Pour 1 million de francs en moyenne (environ
0,6 million d'euros) ils développent des outils
offrant aux clients la possibilité de suivre
leurs colis, de passer commande en ligne, de
visualiser des récépissés de transport signés,
d'en recevoir une copie, de poser des questions
en ligne, etc. Ces outils interactifs rendus
possibles par les échanges EDI et le suivi
physique des colis par codes-barres, répondent
exactement aux attentes des clients. Un bon
moyen de les fidéliser, à coût d'autant plus
abordable que les investissements informatiques
s'amortissent sur plusieurs dossiers à la fois.
C'est la stratégie adoptée par le groupe
Heppner (chiffre d'affaires logistique 413
millions de francs, 63 millions d'euros) avec la
mise en ligne en septembre 1999 d'un site Web en
français et en anglais (version allemande en
cours).
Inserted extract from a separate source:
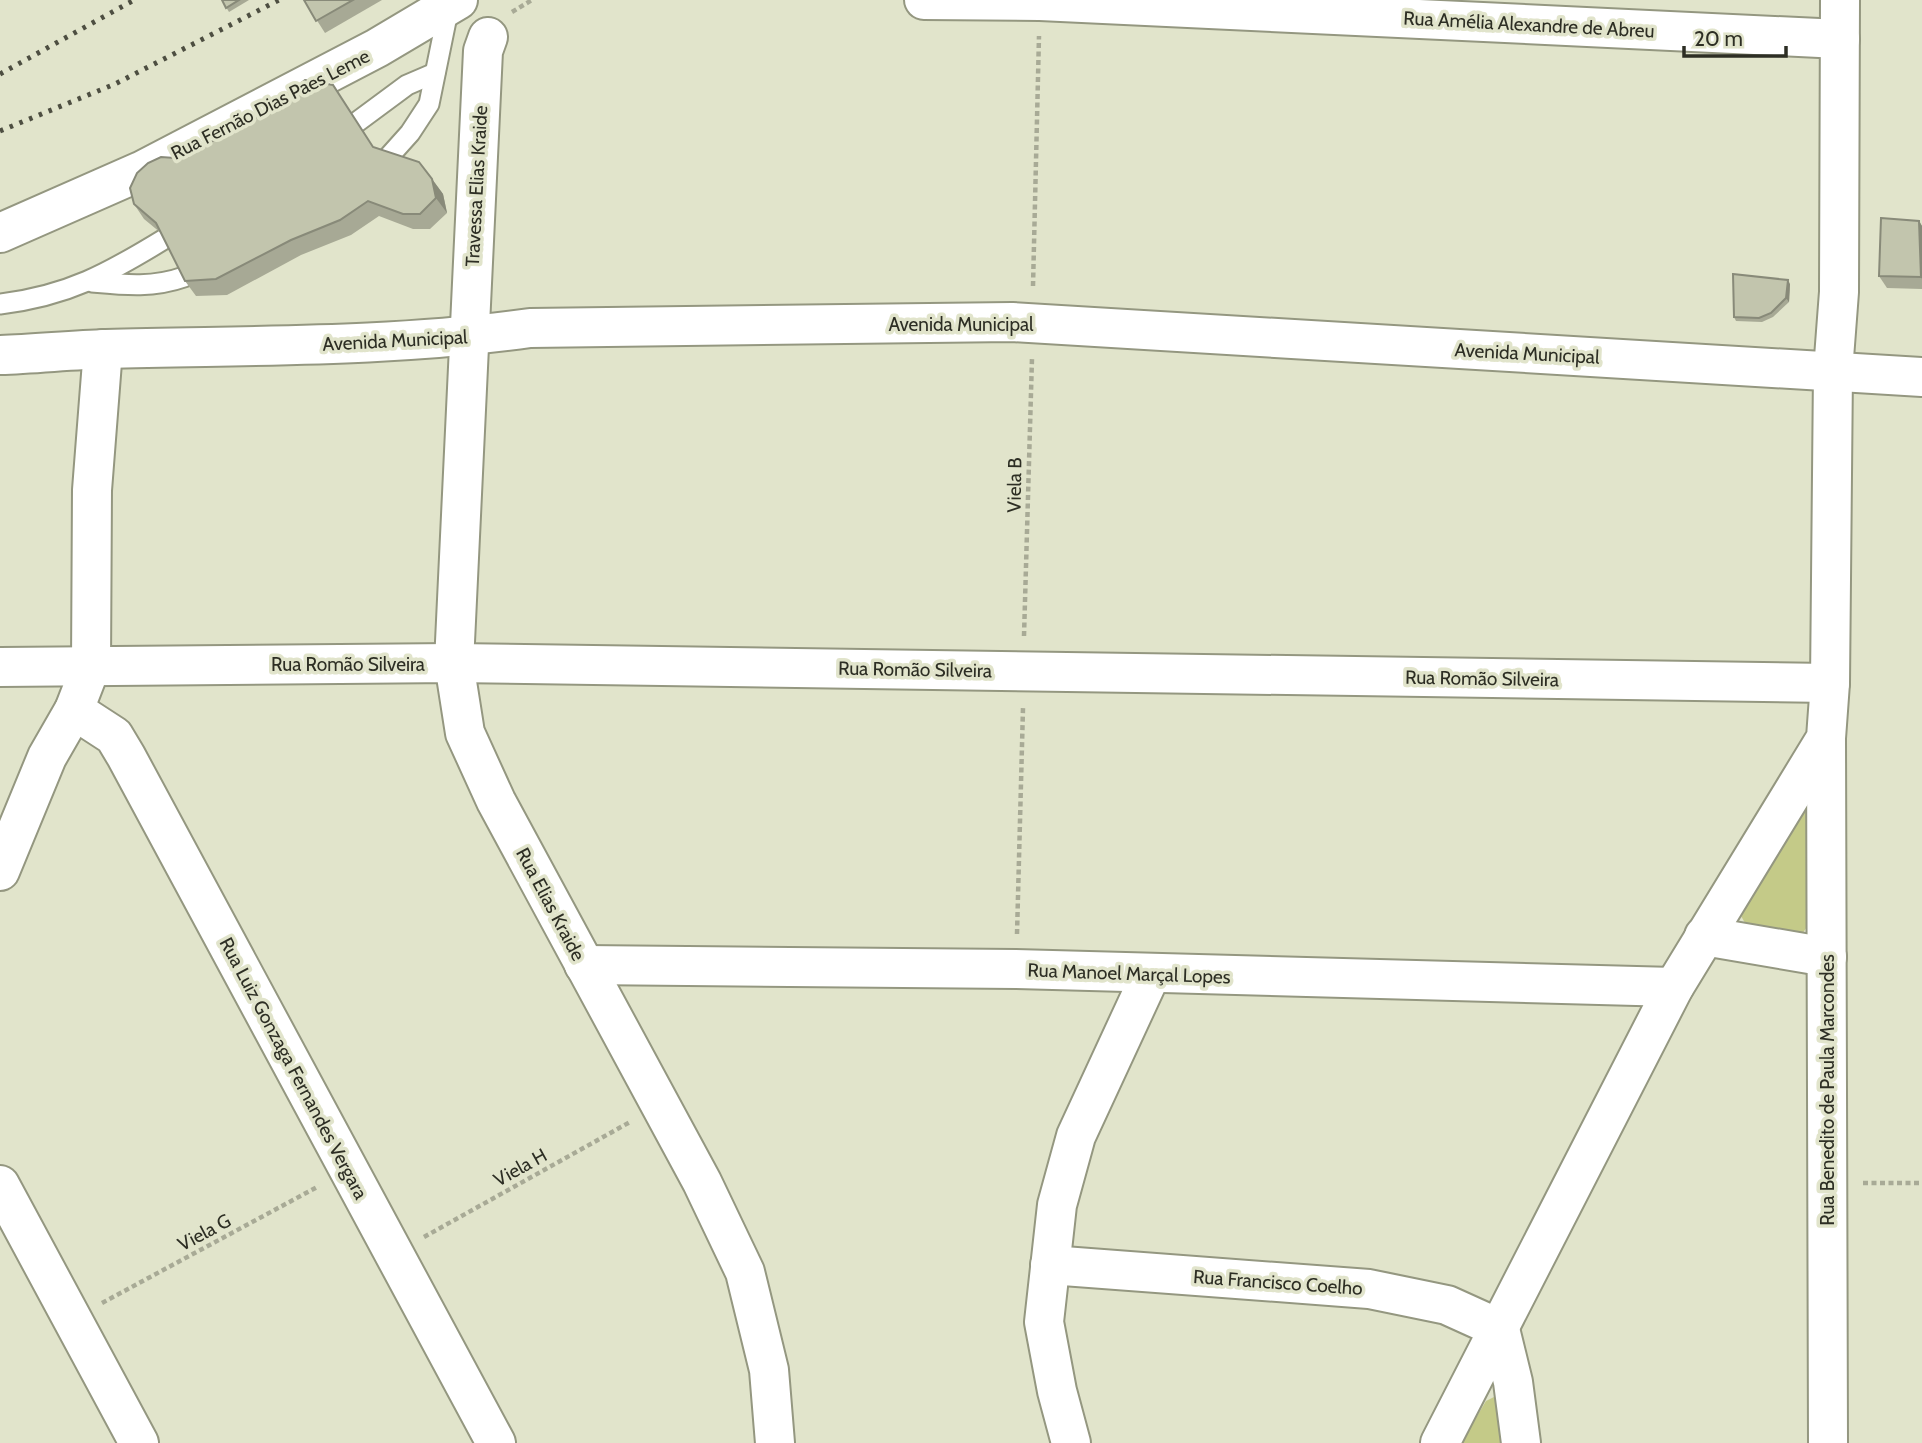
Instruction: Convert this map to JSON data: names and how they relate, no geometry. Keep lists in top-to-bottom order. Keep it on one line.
{"streets":{"street":["Rua Amélia Alexandre de Abreu","Rua Fernão Dias Paes Leme","Travessa Elias Kraide","Avenida Municipal","Rua Romão Silveira","Rua Elias Kraide","Rua Manoel Marçal Lopes","Rua Luiz Gonzaga Fernandes Vergara","Rua Benedito de Paula Marcondes","Rua Francisco Coelho"],"path":["Viela B","Viela H","Viela G"]},"crossings":[["Rua Amélia Alexandre de Abreu","Viela B"],["Rua Amélia Alexandre de Abreu","Rua Benedito de Paula Marcondes"],["Travessa Elias Kraide","Avenida Municipal"],["Travessa Elias Kraide","Rua Elias Kraide"],["Avenida Municipal","Viela B"],["Avenida Municipal","Rua Elias Kraide"],["Avenida Municipal","Rua Benedito de Paula Marcondes"],["Viela B","Rua Romão Silveira"],["Viela B","Rua Manoel Marçal Lopes"],["Rua Romão Silveira","Rua Elias Kraide"],["Rua Romão Silveira","Rua Benedito de Paula Marcondes"],["Rua Elias Kraide","Rua Manoel Marçal Lopes"],["Rua Elias Kraide","Viela H"],["Rua Luiz Gonzaga Fernandes Vergara","Viela H"],["Rua Luiz Gonzaga Fernandes Vergara","Viela G"]],"scale_bar":"20 m"}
Derrière cette vitrine Internet, se
cachent des logiciels utiles pour le client qui
y accède grâce à un code personnel et un mot de
passe (sur d'autres sites, il suffit d'entrer un
numéro de bordereau).
Il peut ainsi suivre les dernières aventures
de son colis, en temps quasi réel, le site étant
réactualisé toutes les heures. Et Heppner
bichonne ses gros clients : ils peuvent
connaître la dernière position du colis et
visualiser les récépissés de transport. Ce
système fonctionne via un « hub » international
en Allemagne : les transporteurs renvoient
quotidiennement leur boîte noire des récépissés
scannés le jour même. Coût du site : 1 million
de francs, hors coût de personnel.
« Nous avons 250 clients connectés, ce qui
évite 90 % des appels. Les interrogations en
ligne iront croissant au fil de la progression
du taux d'équipement des entreprises en
informatique », prédit Philippe Dartois,
directeur du marketing chez Heppner. « Avant,
nous considérions que moins le client en savait,
mieux on se portait. C'était une grave erreur
car le client ne supporte plus d'être informé
d'un problème par son destinataire », ajoute
t-il.
Bond spectaculaire
Une conclusion à laquelle semblent avoir abouti
d'autres transporteurs, comme Calberson, Gefco,
UPS, CAT ou DHL, par exemple. En pianotant
www.cat.fr, le client passe sans le savoir sur
www.edi21.com (un site de commerce électronique
développé pour le compte de la DG7 à Bruxelles)
qui permet de faire du « tracking&tracing », en
entrant simplement son code d'accès.
« Tous les colis étant “ codes-barrés ” à
l'entrée du dépôt, relus dans les travées
d'expédition, au chargement et sur la dernière
plate-forme, nous offrons une information
ultraprécise », relève
Eric
Mamy,
responsable de l'informatique du groupe CAT.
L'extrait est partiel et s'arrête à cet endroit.